Some parishes, many in the metropolitan area of London, were able to avoid amalgamation into unions because of earlier local acts that regulated their poor law administration. The Metropolitan Poor Act 1867 (30 & 31 Vict. c. 6) allowed the Poor Law Board to include these parishes in unions.

Until 1894 the guardians consisted of justices of the peace along with other members elected by rate-payers, with higher rate-payers having more votes. JPs were removed and plural voting stopped in 1894, but nobody actually receiving poor relief was allowed to vote.

Their areas were espoused for other functional districts, such as civil registration of all births, marriages and deaths which became law from 1837 and rural sanitary districts established in 1875.
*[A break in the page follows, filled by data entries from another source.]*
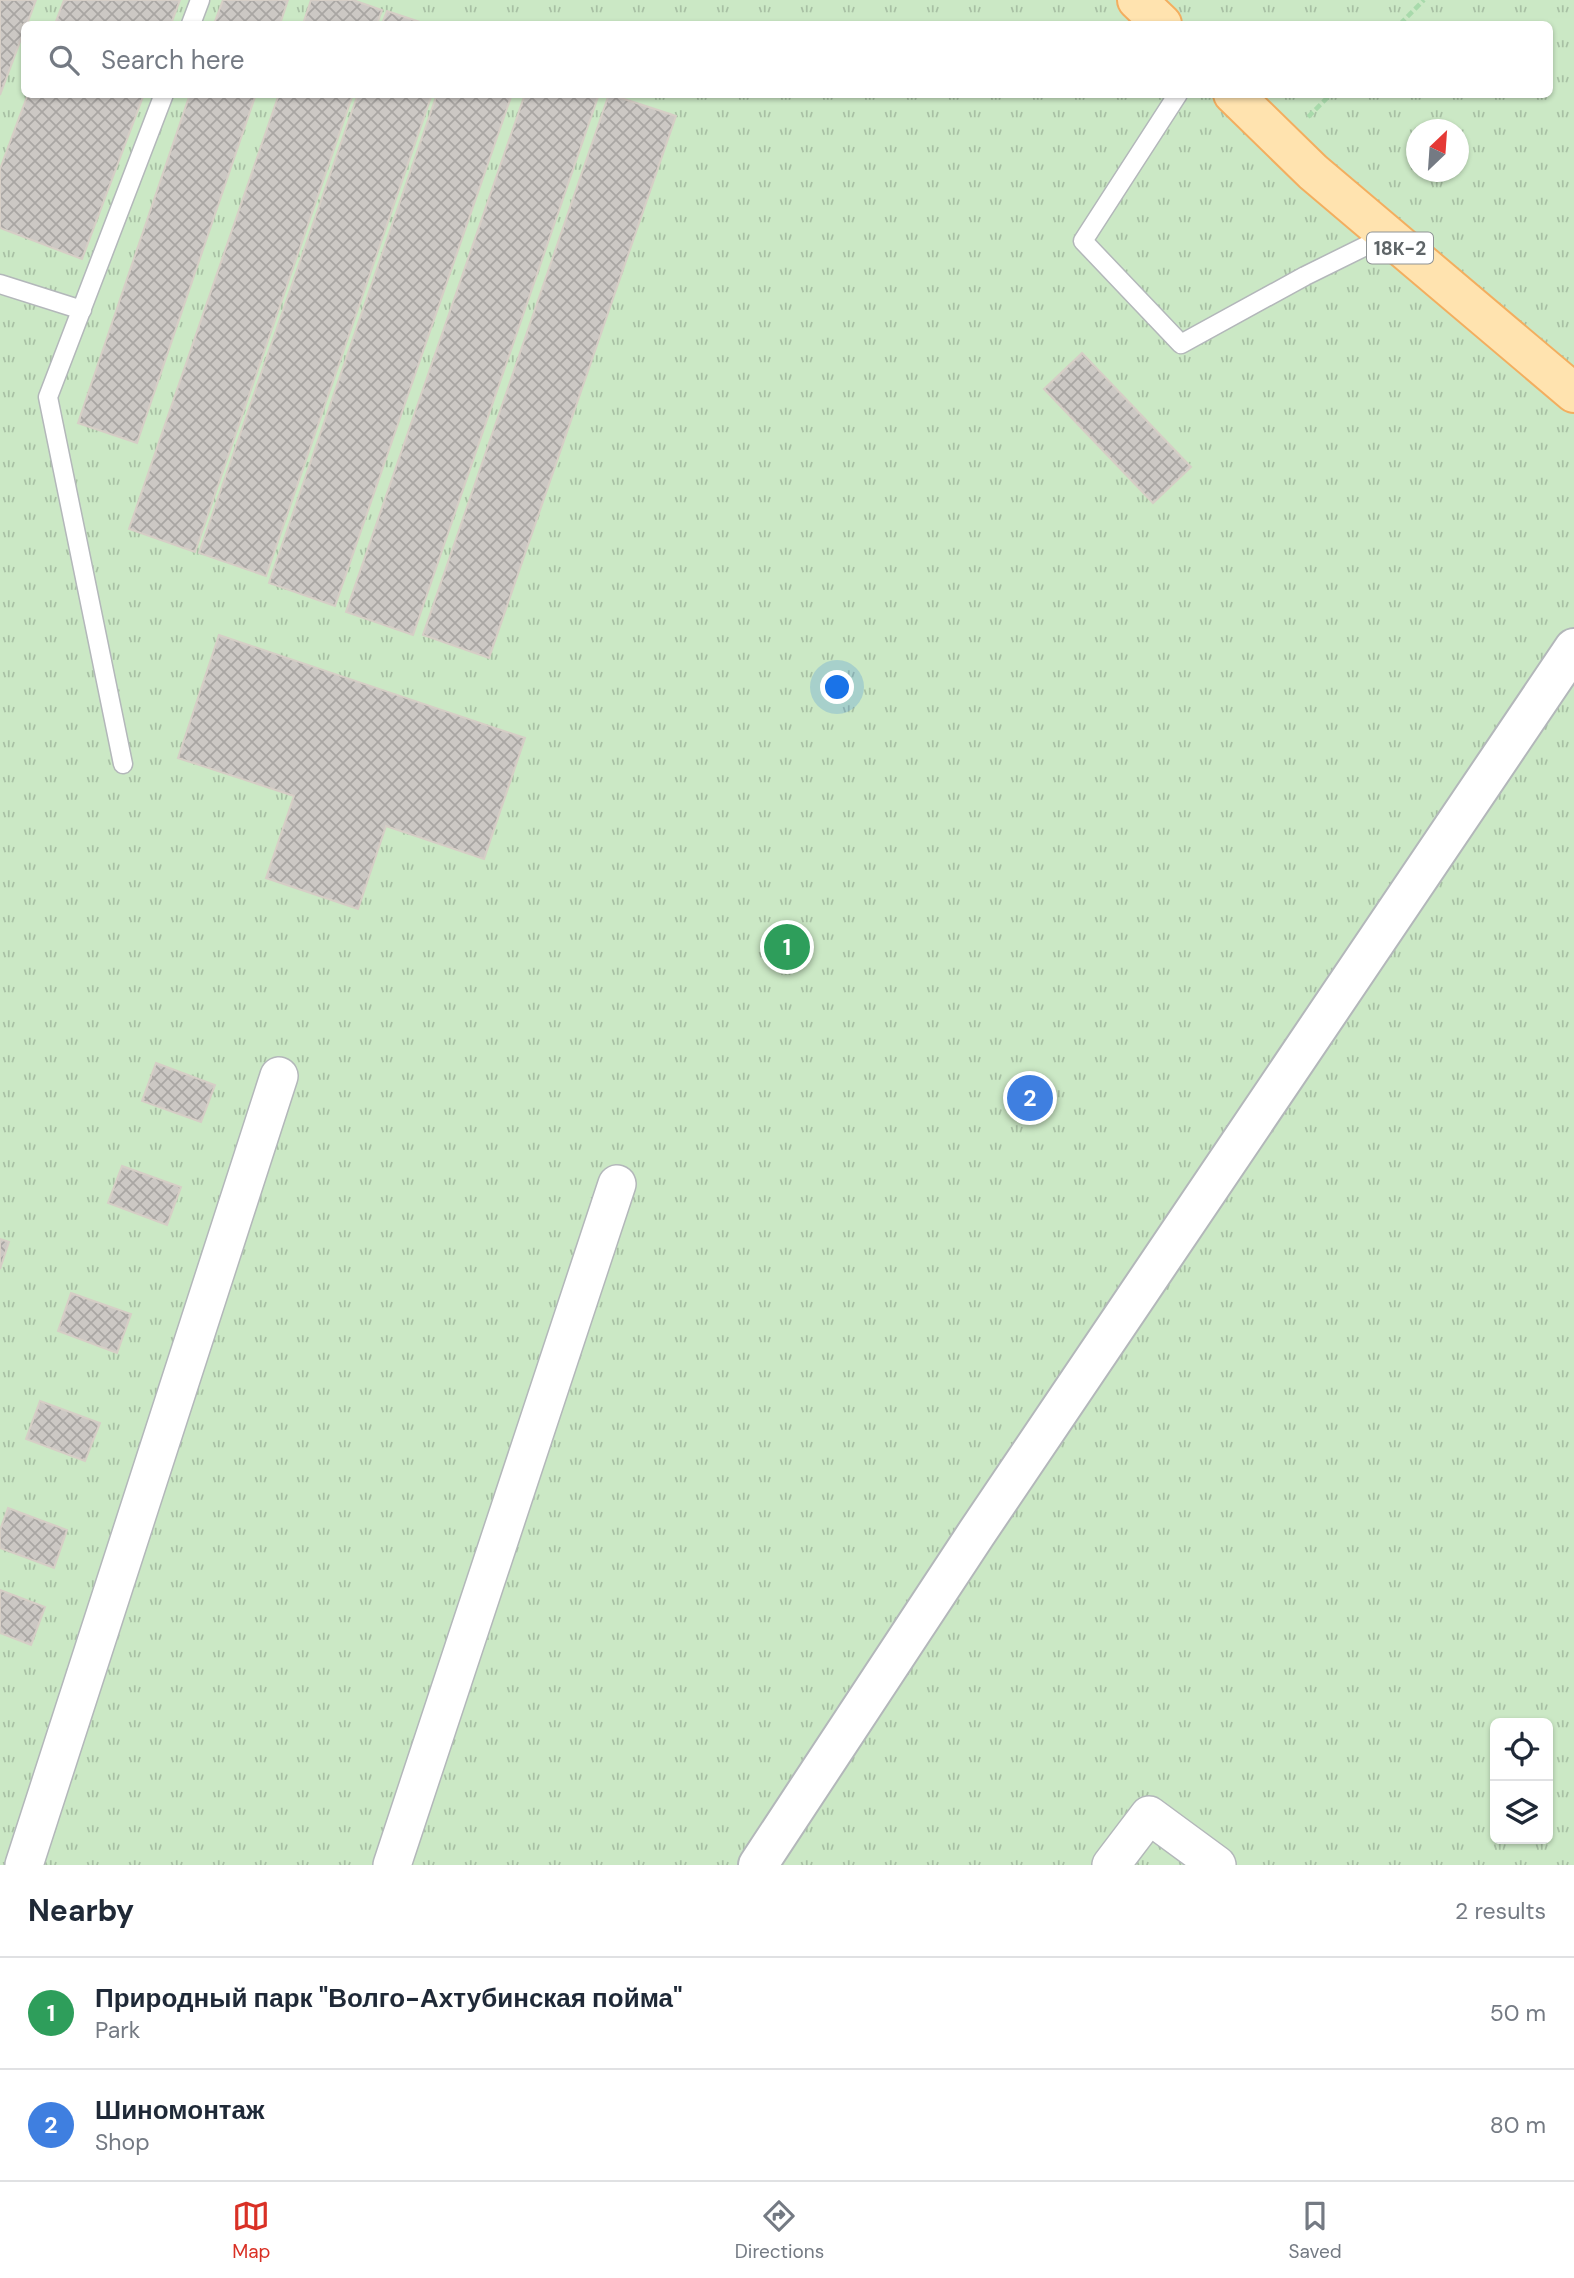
<!DOCTYPE html>
<html lang="en">
<head>
<meta charset="utf-8">
<style>
  body { margin:0; font-family:"DM Sans",sans-serif; background:#f2f2f3; color:#1f2937 }
  .controls { position:absolute; right:21px; bottom:21px; display:grid; overflow:hidden; border-radius:10px; box-shadow:0 2px 5px #0004 }
  .controls button { width:63px; height:63px; display:grid; place-items:center; padding:0; border:0; border-bottom:2px solid #e0e1e3; background:#fff; color:#1f2937; font:35px sans-serif }
  .compass { position:absolute; left:1406px; top:119px; width:63px; height:63px; border-radius:50%; background:#fff; box-shadow:0 2px 5px #0004; rotate:25deg }
  .you { position:absolute; left:838px; top:688px; width:24px; height:24px; margin:-18px; border:5px solid #fff; border-radius:50%; background:#1a73e8; box-shadow:0 0 0 10px #1a73e833 }
  .badge { display:grid; place-items:center; width:46px; height:46px; border-radius:50%; background:#d93025; color:#fff; font-size:23px; font-weight:700 }
  .pin { position:absolute; translate:-50% -50%; border:4px solid #fff; box-shadow:0 2px 7px #0006 }
  .list { margin:0; padding:0; list-style:none }
  h2 { display:flex; justify-content:space-between; align-items:center; height:91px; margin:0; padding:0 28px; font-size:30px }
  h2 small { font-size:23px; font-weight:400; color:#747a83 }
  .list li { display:grid; grid-template-columns:46px 1fr auto; gap:21px; align-items:center; box-sizing:border-box; height:112px; padding:0 28px; border-top:2px solid #e0e1e3 }
  .list b { display:block; font-size:26px; white-space:nowrap }
  .list p { margin:0; font-size:23px; white-space:nowrap; color:#747a83 }
  .list em { font-size:23px; font-style:normal; color:#747a83 }
  .icon { flex:none; width:38px; height:38px; fill:none; stroke:currentColor; stroke-width:2; stroke-linecap:round; stroke-linejoin:round }
  .map { position:relative; flex:none; width:1574px; height:1865px; overflow:hidden }
  .search { position:absolute; background:#fff; box-shadow:0 2px 5px #0004; left:21px; right:21px; top:21px; height:77px; display:flex; align-items:center; gap:18px; box-sizing:border-box; padding:0 24px; border-radius:10px; color:#747a83; font-size:26px }
  .sheet { height:315px; background:#fff }
  nav { display:flex; justify-content:space-around; align-items:center; box-sizing:border-box; height:98px; border-top:2px solid #e0e1e3; background:#fff; font-size:19px; color:#747a83 }
  nav a { display:grid; justify-items:center; gap:4px }
  nav .on { color:#d93025 }
  .map>svg:first-child { display:block }
</style>
</head>
<body>
<div class="map">
<svg width="1574" height="1865" viewBox="0 0 1574 1865">
  <defs>
    <pattern id="park-tufts" width="24" height="20" patternUnits="userSpaceOnUse" patternTransform="scale(1.75)"><rect width="24" height="20" fill="#cbe8c5"/><path d="M3 7l-1-3M5 7V3M7 7l1-3M15 17l-1-3M17 17v-4M19 17l1-3" fill="none" stroke="#a8c0a4"/></pattern>
    <pattern id="building-cross-hatch" width="8" height="8" patternUnits="userSpaceOnUse" patternTransform="scale(1.75)"><rect width="8" height="8" fill="#ccc8c4"/><path d="M0 0l8 8M0 8l8-8" fill="none" stroke="#a9a6a3"/></pattern>
  </defs>
  <rect width="100%" height="100%" fill="#f1ede8"/>
  <!-- park -->
  <path fill="url(#park-tufts)" fill-rule="evenodd" d="M0,0H1574V1865H0ZM24,24H1550V94H24ZM1416,130H1458V172H1416ZM1495,1723H1548V1839H1495Z"/>
  <!-- building -->
  <path fill="url(#building-cross-hatch)" stroke="#d6cec6" stroke-width="2" d="M0,0H36L27,24H24V31L0,95Z
    M64,0H180L171,24H55Z
    M223,0H288L280,24H214Z
    M311,0H353L382,10L377,24H303Z
    M387,11L426,24H382Z
    M28,94H144L82,259L0,228V169Z
    M190,94H256L137,443L78,423Z
    M279,94H353L195,552L129,529Z
    M358,94H432L266,576L199,553Z
    M437,94H512L335,606L269,583Z
    M525,94H599L413,635L346,612Z
    M609,94L676,116L489,658L423,635Z
    M1082,353L1191,467L1153,503L1044,389Z
    M219,635L525,738L484,859L386,826L358,909L266,878L294,796L178,758Z
    M156,1063L215,1085L201,1122L142,1101Z
    M122,1166L181,1187L167,1225L108,1203Z
    M0,1239L9,1242L0,1269Z
    M71,1293L131,1314L117,1353L58,1331Z
    M40,1401L100,1423L85,1461L26,1439Z
    M8,1508L67,1530L54,1568L0,1548V1530Z
    M0,1590L45,1607L31,1645L0,1633Z"/>
  <g fill="none" stroke-linecap="round" stroke-linejoin="round">
    <defs>
      <path id="service" d="M191,24L200,0
        M1178,94L1083,241L1181,344L1305,276L1386,236
        M0,284L82,310
        M123,764L48,397L164,94"/>
      <path id="minor" d="M24,1865L279,1076
        M392,1865L617,1184
        M1111,1865L1149,1815L1217,1865"/>
      <path id="tertiary" d="M758,1865L976,1534L1574,648"/>
      <path id="primary" d="M1137,0L1162,24
        M1233,94L1313,172L1574,393"/>
    </defs>
    <!-- service casing -->
    <use href="#service" stroke="#b3b7ba" stroke-width="21"/>
    <!-- minor casing -->
    <use href="#minor" stroke="#b3b7ba" stroke-width="40"/>
    <!-- tertiary casing -->
    <use href="#tertiary" stroke="#b3b7ba" stroke-width="42"/>
    <!-- primary casing -->
    <use href="#primary" stroke="#f3ae5f" stroke-width="42"/>
    <!-- path -->
    <path stroke="#a8daab" stroke-width="4.5" stroke-dasharray="7 3.5" stroke-linecap="butt" d="M1400,24L1424,0
      M1308,117L1331,94"/>
    <!-- service -->
    <use href="#service" stroke="#fff" stroke-width="18"/>
    <!-- minor -->
    <use href="#minor" stroke="#fff" stroke-width="37"/>
    <!-- tertiary -->
    <use href="#tertiary" stroke="#fff" stroke-width="38"/>
    <!-- primary -->
    <use href="#primary" stroke="#ffe3af" stroke-width="38"/>
  </g>
  <g text-anchor="middle" stroke-width="6" stroke-linejoin="round" paint-order="stroke">
    <!-- shield labels -->
    <rect fill="#fff" stroke="#8f9395" stroke-width="2" x="1367" y="232.5" width="66" height="31" rx="5"/>
    <g font-size="19" font-weight="bold" fill="#5f6568">
      <text x="1400" y="255">18К-2</text>
    </g>
  </g>
</svg>
<div class="controls">
<button><svg class="icon" aria-label="locate" viewBox="0 0 24 24"><circle cx="12" cy="12" r="6"/><path d="M12 2v4M12 18v4M2 12h4M18 12h4"/></svg></button>
<button><svg class="icon" aria-label="layers" viewBox="0 0 24 24"><path d="M12 4l9 5-9 5-9-5zM3 14l9 5 9-5"/></svg></button>
</div>
<svg class="compass" viewBox="-18 -18 36 36"><path d="M0-13l5 13h-10z" fill="#e53935"/><path d="M0 13l5-13h-10z" fill="#747a83"/></svg>
<div class="you"></div>
<div class="pin badge" style="left:787px;top:947px;background:#2e9e5b">1</div>
<div class="pin badge" style="left:1030px;top:1098px;background:#3f7fe0">2</div>
<div class="search"><svg class="icon" aria-label="search" viewBox="0 0 24 24"><circle cx="10" cy="10" r="6"/><path d="M15 15l6 6"/></svg>Search here</div>
</div>
<section class="sheet">
<h2>Nearby<small>2 results</small></h2>
<ul class="list">
<li><span class="badge" style="background:#2e9e5b">1</span><div><b>Природный парк &quot;Волго-Ахтубинская пойма&quot;</b><p>Park</p></div><em>50 m</em></li>
<li><span class="badge" style="background:#3f7fe0">2</span><div><b>Шиномонтаж</b><p>Shop</p></div><em>80 m</em></li>
</ul>
</section>
<nav>
<a class="on"><svg class="icon" aria-label="map" viewBox="0 0 24 24"><path d="M3 6l6-2 6 2 6-2v14l-6 2-6-2-6 2zM9 4v14M15 6v14"/></svg>Map</a>
<a><svg class="icon" aria-label="directions" viewBox="0 0 24 24"><path d="M12 3l9 9-9 9-9-9zM9 14v-3h6M13 9l2 2-2 2"/></svg>Directions</a>
<a><svg class="icon" aria-label="saved" viewBox="0 0 24 24"><path d="M7 4h10v16l-5-4-5 4z"/></svg>Saved</a>
</nav>
</body>
</html>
In 1894 rural districts and urban districts were set up based on the sanitary districts (and therefore indirectly on the unions). In 1930, under the Local Government Act 1929, the poor law unions were finally abolished and their responsibilities transferred to the county councils and county boroughs.

==Ireland==

Under the Poor Relief (Ireland) Act 1838, three Poor Law Commissioners divided Ireland into poor law unions, in which paupers would receive poor relief paid for by a poor rate extracted by local poor law valuations (ratings of rate payers). The name "union" was adopted from the English model although boundaries were unrelated to civil parishes. A union was named after the town on which it was centred, usually where its workhouse stood. Unions were defined as groups of poor law electoral divisions, in turn groups of townlands. Electoral divisions returned members (guardians) to the board of guardians, to which ratepayers who paid higher rates had more votes. During and after the Great Famine, the impoverished west was redrawn to create more unions for easier administration and for computation of where suffering was most endemic. When the Irish General Register Office was established in 1864, each union became a superintendent registrar's district, thus electoral divisions together formed a dispensary or registrar's district. The Local Government (Ireland) Act 1898 divided administrative counties into urban and rural districts, with each rural district corresponding to the non-urban portion of a poor law union within the county. In the Irish Free State, poor law unions and rural districts were abolished in 1925 and the powers of boards of guardians transferred to the county councils' Board of Health. In Northern Ireland, poor law unions survived until the Northern Ireland Health and Social Care Service in 1948.

==Scotland==
The Poor Law in Scotland was reformed by the Poor Law (Scotland) Act 1845. Poorhouses (as workhouses were generally known in Scotland) were organised at parish level. The Act permitted, but did not require, parishes to join to build and operate poorhouses. A union of parishes operating a single poorhouse was known as a Combination.